The living room into which Rutter followed the other man had a pleasant, comfortable feel about it – and certainly didn't seem to belong in a dilapidated terraced house. The carpet was a deep rich mustard colour, the curtains were heavy, and looked as if they might be velvet. The canary was chirping in its cage, and the goldfish was swimming in endless circles around its glass home; both blending in well with the general colour scheme. In the fireplace was one of those new-fangled electric fires with artificial coal and glowing, light-bulb-powered embers.

“Would you care for a cup of tea?” Thompson asked. “I've just brewed it. It's a special China blend they make up for me in a shop in Knightsbridge. It's rather delicate.”

“A cup of tea would be very nice,” Rutter told him.

Thompson walked over to his kitchenette, and poured the tea into fine bone-china cups. “Would you like a slice of lemon with it?” he asked. “Or are you one of those people who insist on taking it with milk?”

“I think I would rather prefer milk.”

Thompson tut-tutted. “It ruins the flavour, you know, but I suppose it's a case of
chacun à
son goût
.” He crossed the room and handed Rutter a cup. “Well, sit down, dear boy. One can't possibly savour a good cup of tea – even tea with milk in it – when one is standing up.”

Rutter sat, and so did Thompson.

“Yes,” the man in the dressing gown continued, more serious now, “I've been expecting a visit from the police ever since I read about Gerhard's death in the newspapers.”

“Did you know him well?”

“Very well. At least for a while.”

“When did you meet him?”

“When he first moved into the house. That would have been sometime in 1946, just after he was released from the prisoner-of-war camp.”

“And you soon became friends?”

“That's right.”

“Do you know, I've talked to a number of people about him,” Rutter said. “but you're the first one who'll admit to having been his friend. Now why do you think that is?”

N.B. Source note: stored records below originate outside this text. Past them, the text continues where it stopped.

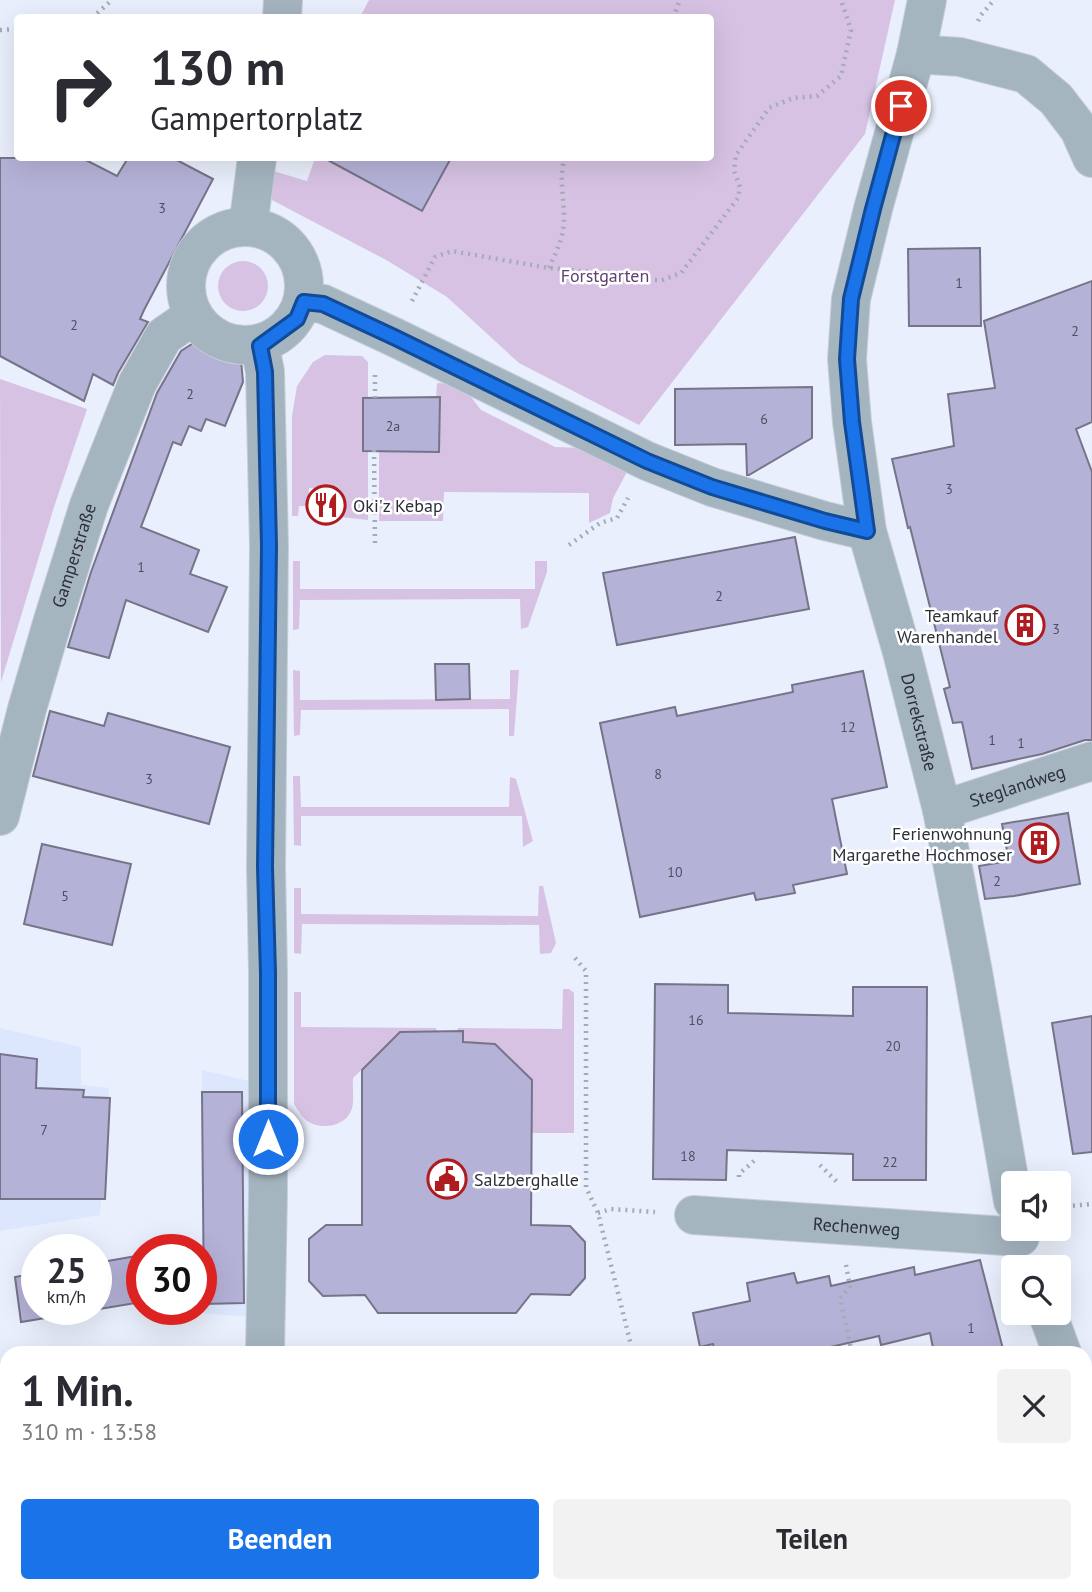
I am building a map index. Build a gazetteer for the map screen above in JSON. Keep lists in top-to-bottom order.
{
  "streets": {
    "street": [
      "Gamperstraße",
      "Dorrekstraße",
      "Steglandweg",
      "Rechenweg"
    ]
  },
  "crossings": [
    ["Dorrekstraße", "Steglandweg"]
  ],
  "parks": ["Forstgarten"],
  "places": {
    "restaurant": ["Oki'z Kebap"],
    "building": ["Teamkauf Warenhandel", "Ferienwohnung Margarethe Hochmoser"],
    "public building": ["Salzberghalle"]
  },
  "house_numbers": [
    "3",
    "1",
    "2",
    "2",
    "2",
    "6",
    "2a",
    "3",
    "1",
    "2",
    "3",
    "12",
    "1",
    "1",
    "8",
    "3",
    "10",
    "2",
    "5",
    "16",
    "20",
    "7",
    "18",
    "22",
    "1"
  ],
  "page": {
    "turn": ["130 m", "Gampertorplatz"],
    "speed": "25 km/h",
    "limit": "30",
    "heading": ["1 Min.", "310 m · 13:58"],
    "buttons": ["Beenden", "Teilen"]
  }
}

“I can't speak for his other relationships, only about the one I had with him. We knew we were going to get along with each other right from the start. It's hard to explain exactly how we knew, but it was as if there was some kind of spark between us.”

“What sort of thing did you do together?”

“Oh, nothing out of the ordinary. Sometimes I'd cook him a good square meal – he couldn't so much as boil an egg himself, poor lamb – and sometimes we'd share a bottle of inexpensive wine. And talk! We seemed to talk about everything under the sun.”

“Why did he come to London?” Rutter asked, taking out his packet of cork-tipped cigarettes.

“I'd rather you didn't smoke, if you don't mind,” Thompson said. “The smell does tend to cling to the soft furnishings and it makes me feel quite nauseous. Now what was your question again?”

“Why did he come to London?” Rutter repeated, slipping the cigarettes regretfully back in his pocket.

“He was looking for work. He thought there'd be more opportunities in the big city.”

“And were there?”

Thompson shook his head. “Not the right sort of work, anyway. He'd been an officer, a war hero – he had the Iron Cross, you know – and he found himself working behind a bar. But I will say this for him – he wasn't bitter. He said there was dignity in any kind of honest labour.”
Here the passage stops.